Dataset
====

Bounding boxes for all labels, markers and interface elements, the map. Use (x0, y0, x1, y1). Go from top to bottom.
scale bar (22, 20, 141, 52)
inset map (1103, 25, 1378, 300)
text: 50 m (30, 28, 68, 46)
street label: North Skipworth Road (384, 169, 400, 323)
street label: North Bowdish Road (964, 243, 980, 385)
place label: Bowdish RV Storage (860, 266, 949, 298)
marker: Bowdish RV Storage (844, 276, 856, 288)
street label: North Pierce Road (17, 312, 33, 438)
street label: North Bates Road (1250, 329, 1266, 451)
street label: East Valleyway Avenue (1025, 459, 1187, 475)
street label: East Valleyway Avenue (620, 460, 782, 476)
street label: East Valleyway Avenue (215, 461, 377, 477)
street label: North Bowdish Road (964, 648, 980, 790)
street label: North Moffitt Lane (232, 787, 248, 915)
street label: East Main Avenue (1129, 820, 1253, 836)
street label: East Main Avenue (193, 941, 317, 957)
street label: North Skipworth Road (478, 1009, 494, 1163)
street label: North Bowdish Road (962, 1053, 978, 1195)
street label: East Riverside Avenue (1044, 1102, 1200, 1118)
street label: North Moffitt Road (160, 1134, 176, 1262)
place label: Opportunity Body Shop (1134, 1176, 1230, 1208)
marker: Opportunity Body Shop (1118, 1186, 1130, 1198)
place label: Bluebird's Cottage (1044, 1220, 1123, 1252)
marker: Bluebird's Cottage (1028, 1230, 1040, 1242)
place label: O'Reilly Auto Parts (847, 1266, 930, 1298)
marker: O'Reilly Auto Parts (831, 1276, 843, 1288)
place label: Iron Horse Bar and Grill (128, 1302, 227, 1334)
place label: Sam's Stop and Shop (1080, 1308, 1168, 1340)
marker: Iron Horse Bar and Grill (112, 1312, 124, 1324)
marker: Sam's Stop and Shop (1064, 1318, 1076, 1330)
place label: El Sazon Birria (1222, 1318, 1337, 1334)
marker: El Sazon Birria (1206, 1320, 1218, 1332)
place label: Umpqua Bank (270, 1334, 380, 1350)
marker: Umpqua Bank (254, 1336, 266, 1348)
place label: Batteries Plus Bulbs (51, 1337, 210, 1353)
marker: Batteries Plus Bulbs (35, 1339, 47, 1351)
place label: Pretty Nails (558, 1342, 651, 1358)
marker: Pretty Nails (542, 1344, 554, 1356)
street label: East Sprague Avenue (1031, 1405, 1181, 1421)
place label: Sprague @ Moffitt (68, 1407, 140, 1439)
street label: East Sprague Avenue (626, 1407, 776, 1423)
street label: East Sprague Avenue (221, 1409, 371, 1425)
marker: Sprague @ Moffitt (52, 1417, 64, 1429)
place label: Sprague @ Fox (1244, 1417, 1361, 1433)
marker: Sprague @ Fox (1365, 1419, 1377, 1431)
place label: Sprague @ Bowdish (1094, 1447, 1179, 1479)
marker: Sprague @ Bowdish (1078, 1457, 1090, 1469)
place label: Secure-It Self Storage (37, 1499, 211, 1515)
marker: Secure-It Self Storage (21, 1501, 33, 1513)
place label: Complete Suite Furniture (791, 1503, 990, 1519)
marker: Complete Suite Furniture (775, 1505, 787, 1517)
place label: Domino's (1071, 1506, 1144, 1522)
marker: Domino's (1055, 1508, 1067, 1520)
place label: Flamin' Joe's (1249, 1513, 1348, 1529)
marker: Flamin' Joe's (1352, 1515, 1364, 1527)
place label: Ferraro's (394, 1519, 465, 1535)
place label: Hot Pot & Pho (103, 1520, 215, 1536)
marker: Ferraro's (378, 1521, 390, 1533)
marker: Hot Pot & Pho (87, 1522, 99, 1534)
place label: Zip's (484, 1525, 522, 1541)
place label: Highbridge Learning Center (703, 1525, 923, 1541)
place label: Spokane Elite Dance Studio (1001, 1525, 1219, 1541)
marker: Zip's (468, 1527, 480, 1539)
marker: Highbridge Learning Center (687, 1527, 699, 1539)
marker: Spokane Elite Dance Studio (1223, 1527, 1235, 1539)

====

Your task
Give back each record, exactly as it reads.

Exercise answer
Bounding boxes for all labels, markers and interface elements, the map. Use (x0, y0, x1, y1). Go from top to bottom.
scale bar (22, 20, 141, 52)
inset map (1103, 25, 1378, 300)
text: 50 m (30, 28, 68, 46)
street label: North Skipworth Road (384, 169, 400, 323)
street label: North Bowdish Road (964, 243, 980, 385)
place label: Bowdish RV Storage (860, 266, 949, 298)
marker: Bowdish RV Storage (844, 276, 856, 288)
street label: North Pierce Road (17, 312, 33, 438)
street label: North Bates Road (1250, 329, 1266, 451)
street label: East Valleyway Avenue (1025, 459, 1187, 475)
street label: East Valleyway Avenue (620, 460, 782, 476)
street label: East Valleyway Avenue (215, 461, 377, 477)
street label: North Bowdish Road (964, 648, 980, 790)
street label: North Moffitt Lane (232, 787, 248, 915)
street label: East Main Avenue (1129, 820, 1253, 836)
street label: East Main Avenue (193, 941, 317, 957)
street label: North Skipworth Road (478, 1009, 494, 1163)
street label: North Bowdish Road (962, 1053, 978, 1195)
street label: East Riverside Avenue (1044, 1102, 1200, 1118)
street label: North Moffitt Road (160, 1134, 176, 1262)
place label: Opportunity Body Shop (1134, 1176, 1230, 1208)
marker: Opportunity Body Shop (1118, 1186, 1130, 1198)
place label: Bluebird's Cottage (1044, 1220, 1123, 1252)
marker: Bluebird's Cottage (1028, 1230, 1040, 1242)
place label: O'Reilly Auto Parts (847, 1266, 930, 1298)
marker: O'Reilly Auto Parts (831, 1276, 843, 1288)
place label: Iron Horse Bar and Grill (128, 1302, 227, 1334)
place label: Sam's Stop and Shop (1080, 1308, 1168, 1340)
marker: Iron Horse Bar and Grill (112, 1312, 124, 1324)
marker: Sam's Stop and Shop (1064, 1318, 1076, 1330)
place label: El Sazon Birria (1222, 1318, 1337, 1334)
marker: El Sazon Birria (1206, 1320, 1218, 1332)
place label: Umpqua Bank (270, 1334, 380, 1350)
marker: Umpqua Bank (254, 1336, 266, 1348)
place label: Batteries Plus Bulbs (51, 1337, 210, 1353)
marker: Batteries Plus Bulbs (35, 1339, 47, 1351)
place label: Pretty Nails (558, 1342, 651, 1358)
marker: Pretty Nails (542, 1344, 554, 1356)
street label: East Sprague Avenue (1031, 1405, 1181, 1421)
place label: Sprague @ Moffitt (68, 1407, 140, 1439)
street label: East Sprague Avenue (626, 1407, 776, 1423)
street label: East Sprague Avenue (221, 1409, 371, 1425)
marker: Sprague @ Moffitt (52, 1417, 64, 1429)
place label: Sprague @ Fox (1244, 1417, 1361, 1433)
marker: Sprague @ Fox (1365, 1419, 1377, 1431)
place label: Sprague @ Bowdish (1094, 1447, 1179, 1479)
marker: Sprague @ Bowdish (1078, 1457, 1090, 1469)
place label: Secure-It Self Storage (37, 1499, 211, 1515)
marker: Secure-It Self Storage (21, 1501, 33, 1513)
place label: Complete Suite Furniture (791, 1503, 990, 1519)
marker: Complete Suite Furniture (775, 1505, 787, 1517)
place label: Domino's (1071, 1506, 1144, 1522)
marker: Domino's (1055, 1508, 1067, 1520)
place label: Flamin' Joe's (1249, 1513, 1348, 1529)
marker: Flamin' Joe's (1352, 1515, 1364, 1527)
place label: Ferraro's (394, 1519, 465, 1535)
place label: Hot Pot & Pho (103, 1520, 215, 1536)
marker: Ferraro's (378, 1521, 390, 1533)
marker: Hot Pot & Pho (87, 1522, 99, 1534)
place label: Zip's (484, 1525, 522, 1541)
place label: Highbridge Learning Center (703, 1525, 923, 1541)
place label: Spokane Elite Dance Studio (1001, 1525, 1219, 1541)
marker: Zip's (468, 1527, 480, 1539)
marker: Highbridge Learning Center (687, 1527, 699, 1539)
marker: Spokane Elite Dance Studio (1223, 1527, 1235, 1539)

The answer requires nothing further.